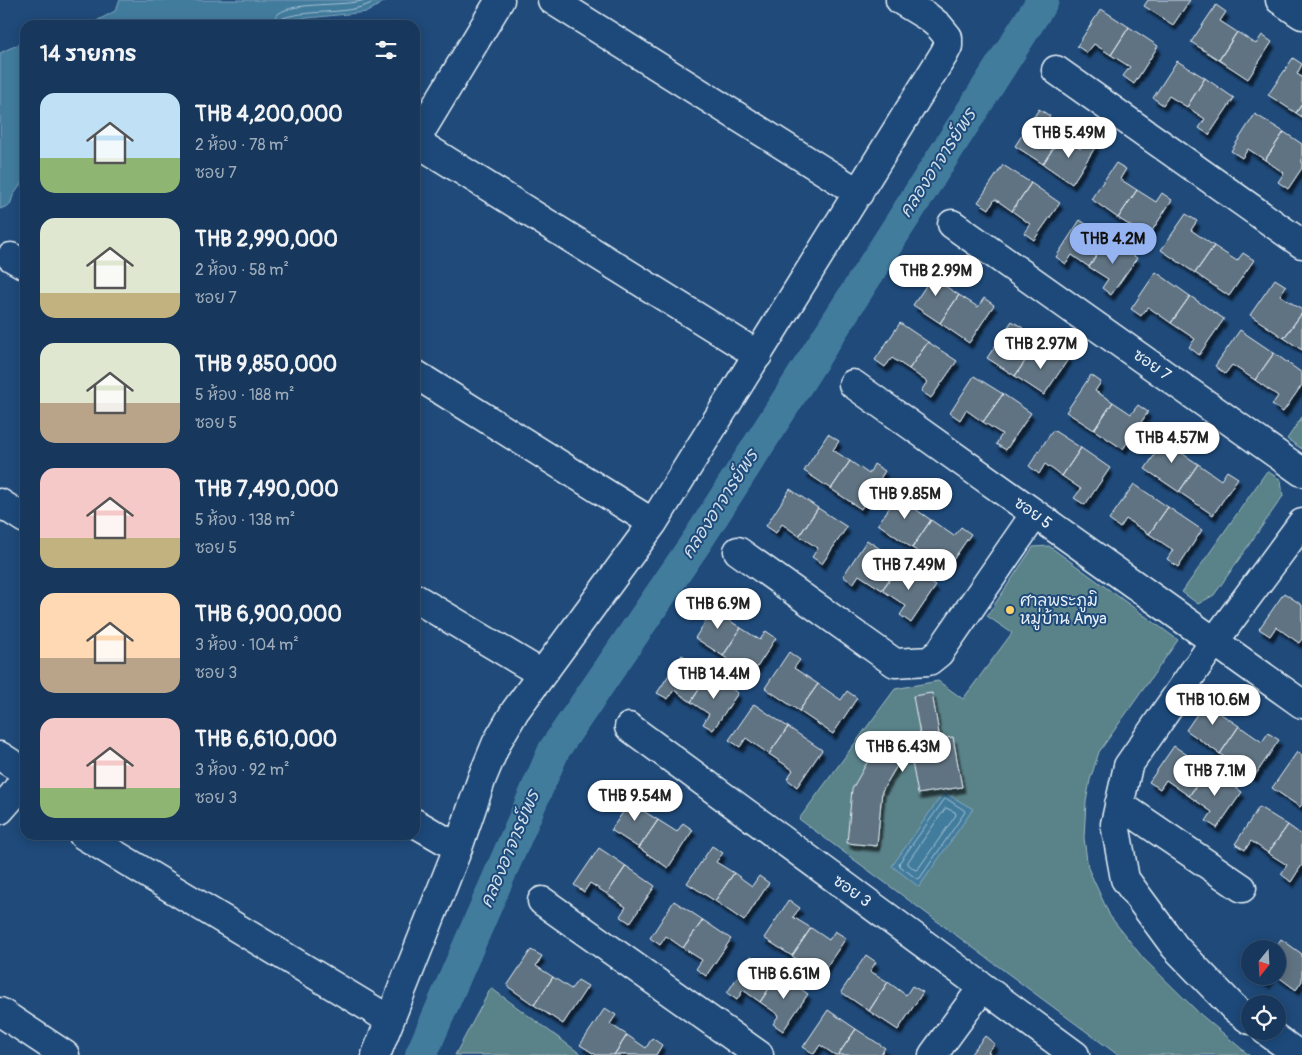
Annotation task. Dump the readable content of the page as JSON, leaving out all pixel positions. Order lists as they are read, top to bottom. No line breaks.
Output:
{"streets":{"street":["ซอย 7","ซอย 5","ซอย 3"]},"water":["คลองอาจารย์พร"],"places":["ศาลพระภูมิ หมู่บ้าน Anya"],"north":"bottom","page":{"heading":"14 รายการ","list":[{"name":"THB 4,200,000","note":"2 ห้อง · 78 m² · ซอย 7"},{"name":"THB 2,990,000","note":"2 ห้อง · 58 m² · ซอย 7"},{"name":"THB 9,850,000","note":"5 ห้อง · 188 m² · ซอย 5"},{"name":"THB 7,490,000","note":"5 ห้อง · 138 m² · ซอย 5"},{"name":"THB 6,900,000","note":"3 ห้อง · 104 m² · ซอย 3"},{"name":"THB 6,610,000","note":"3 ห้อง · 92 m² · ซอย 3"}],"price":["THB 5.49M","THB 4.2M","THB 2.99M","THB 2.97M","THB 4.57M","THB 9.85M","THB 7.49M","THB 6.9M","THB 14.4M","THB 10.6M","THB 6.43M","THB 7.1M","THB 9.54M","THB 6.61M"]}}
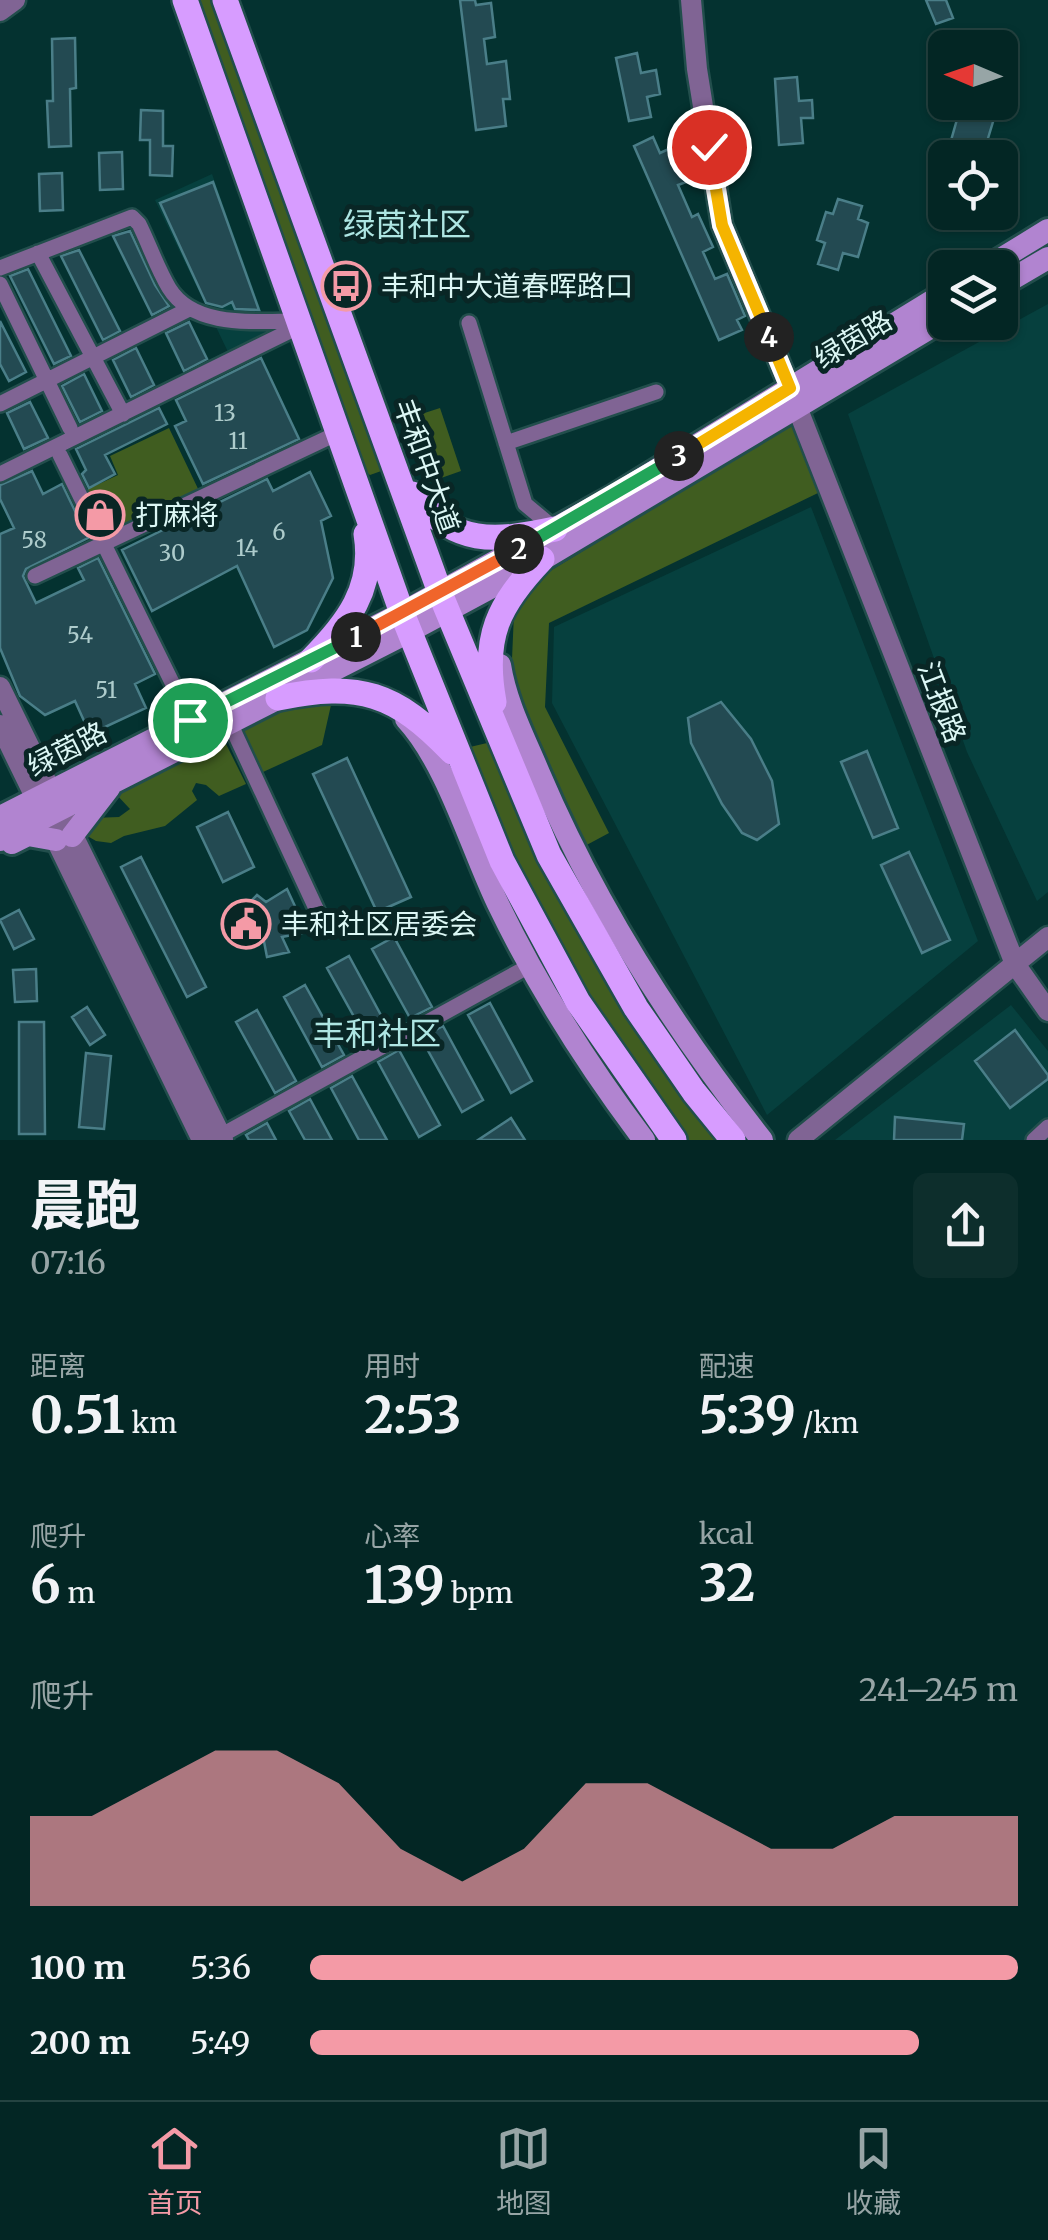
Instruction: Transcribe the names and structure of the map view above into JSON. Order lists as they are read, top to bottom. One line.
{"streets":{"main road":["绿茵路","丰和中大道"],"street":["江报路"]},"crossings":[["绿茵路","丰和中大道"],["绿茵路","江报路"]],"districts":["绿茵社区","丰和社区"],"places":{"bus stop":["丰和中大道春晖路口"],"shop":["打麻将"],"public building":["丰和社区居委会"]},"house_numbers":["13","11","6","58","14","30","54","51"],"north":"left","page":{"pins":["4","3","2","1"],"heading":["晨跑","07:16"],"stats":[["距离","0.51 km"],["用时","2:53"],["配速","5:39 /km"],["爬升","6 m"],["心率","139 bpm"],["kcal","32"]],"chart":["爬升","241–245 m"],"list":[{"name":"100 m","note":"5:36"},{"name":"200 m","note":"5:49"}],"tabs":["首页","地图","收藏"]}}
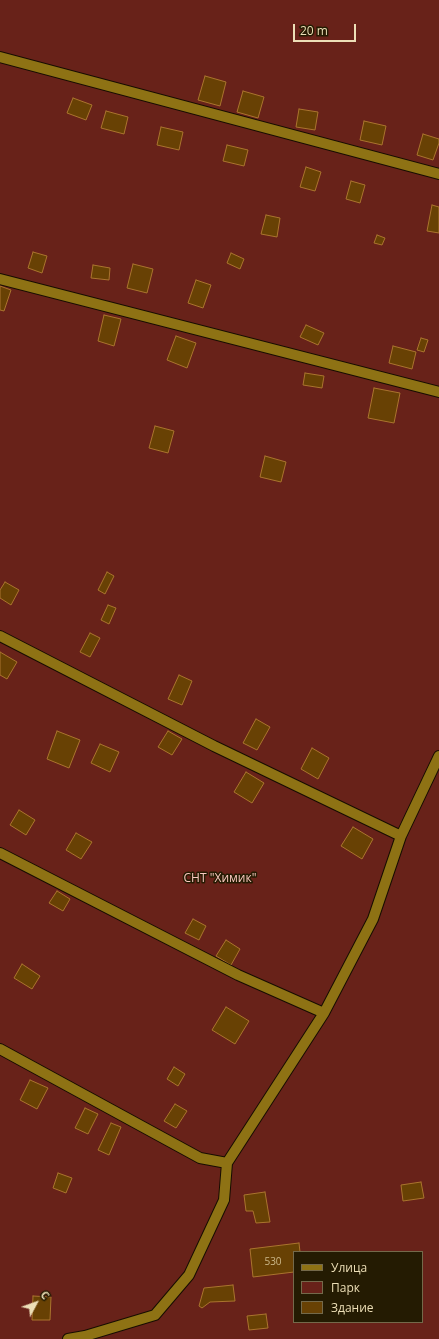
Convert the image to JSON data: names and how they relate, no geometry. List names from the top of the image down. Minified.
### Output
{"parks":["СНТ \"Химик\""],"house_numbers":["530"],"legend":["Улица","Парк","Здание"],"scale_bar":"20 m","north":"top right"}
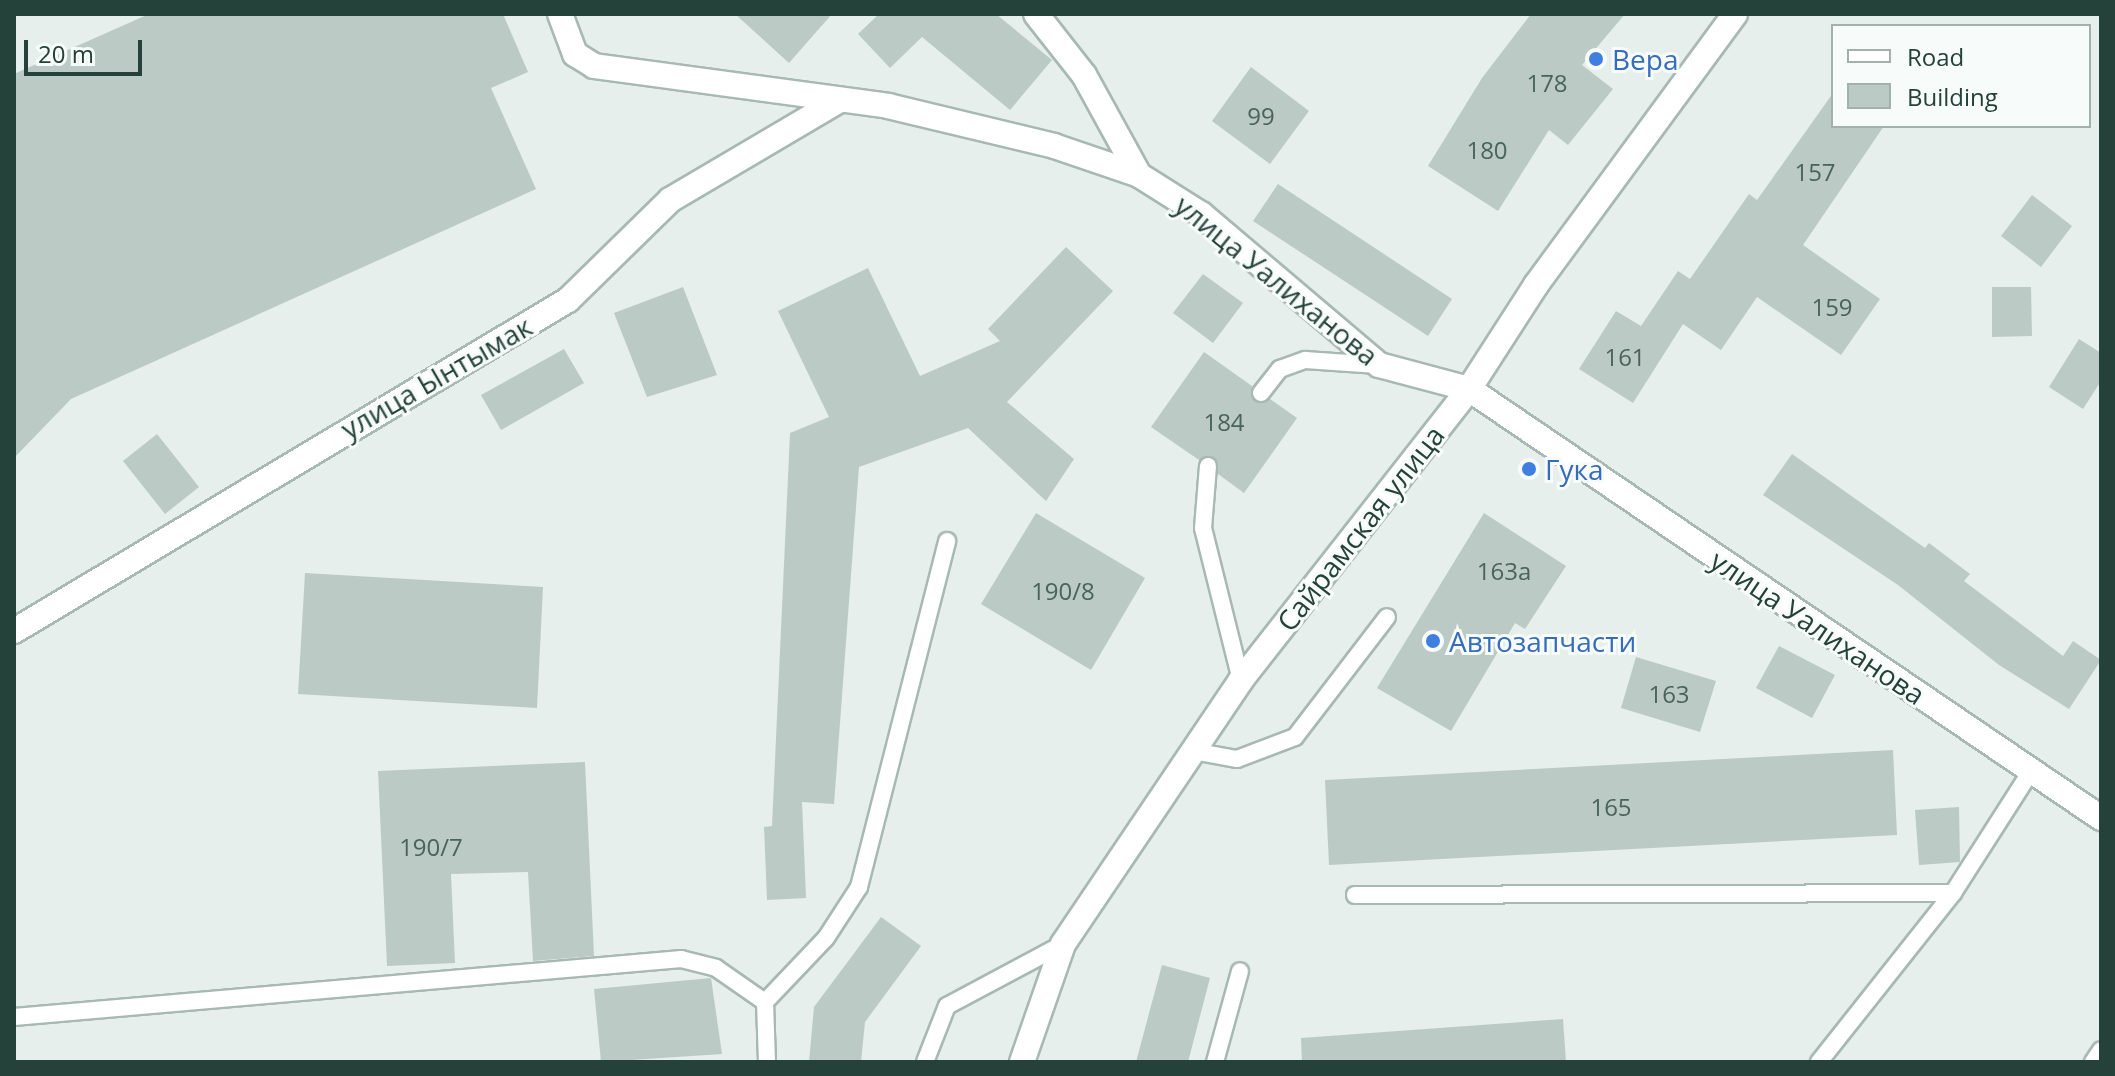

ASSIGNED TASK :: Once the images are dropped, set down the remaining material word for word.

WRITTEN ANSWER ::
Annotation task. Dump the readable content of the page as JSON, leaving out all pixel positions. Order lists as they are read, top to bottom. No line breaks.
Output:
{"streets":{"street":["ซอย 7","ซอย 5","ซอย 3"]},"water":["คลองอาจารย์พร"],"places":["ศาลพระภูมิ หมู่บ้าน Anya"],"north":"bottom","page":{"heading":"14 รายการ","list":[{"name":"THB 4,200,000","note":"2 ห้อง · 78 m² · ซอย 7"},{"name":"THB 2,990,000","note":"2 ห้อง · 58 m² · ซอย 7"},{"name":"THB 9,850,000","note":"5 ห้อง · 188 m² · ซอย 5"},{"name":"THB 7,490,000","note":"5 ห้อง · 138 m² · ซอย 5"},{"name":"THB 6,900,000","note":"3 ห้อง · 104 m² · ซอย 3"},{"name":"THB 6,610,000","note":"3 ห้อง · 92 m² · ซอย 3"}],"price":["THB 5.49M","THB 4.2M","THB 2.99M","THB 2.97M","THB 4.57M","THB 9.85M","THB 7.49M","THB 6.9M","THB 14.4M","THB 10.6M","THB 6.43M","THB 7.1M","THB 9.54M","THB 6.61M"]}}
Instruction: Transcribe the names and structure of the map view above into JSON. Order lists as they are read, top to bottom. One line.
{"streets":{"main road":["绿茵路","丰和中大道"],"street":["江报路"]},"crossings":[["绿茵路","丰和中大道"],["绿茵路","江报路"]],"districts":["绿茵社区","丰和社区"],"places":{"bus stop":["丰和中大道春晖路口"],"shop":["打麻将"],"public building":["丰和社区居委会"]},"house_numbers":["13","11","6","58","14","30","54","51"],"north":"left","page":{"pins":["4","3","2","1"],"heading":["晨跑","07:16"],"stats":[["距离","0.51 km"],["用时","2:53"],["配速","5:39 /km"],["爬升","6 m"],["心率","139 bpm"],["kcal","32"]],"chart":["爬升","241–245 m"],"list":[{"name":"100 m","note":"5:36"},{"name":"200 m","note":"5:49"}],"tabs":["首页","地图","收藏"]}}
Convert the image to JSON data: names and how they relate, no geometry. List names from the top of the image down. Minified.
### Output
{"parks":["СНТ \"Химик\""],"house_numbers":["530"],"legend":["Улица","Парк","Здание"],"scale_bar":"20 m","north":"top right"}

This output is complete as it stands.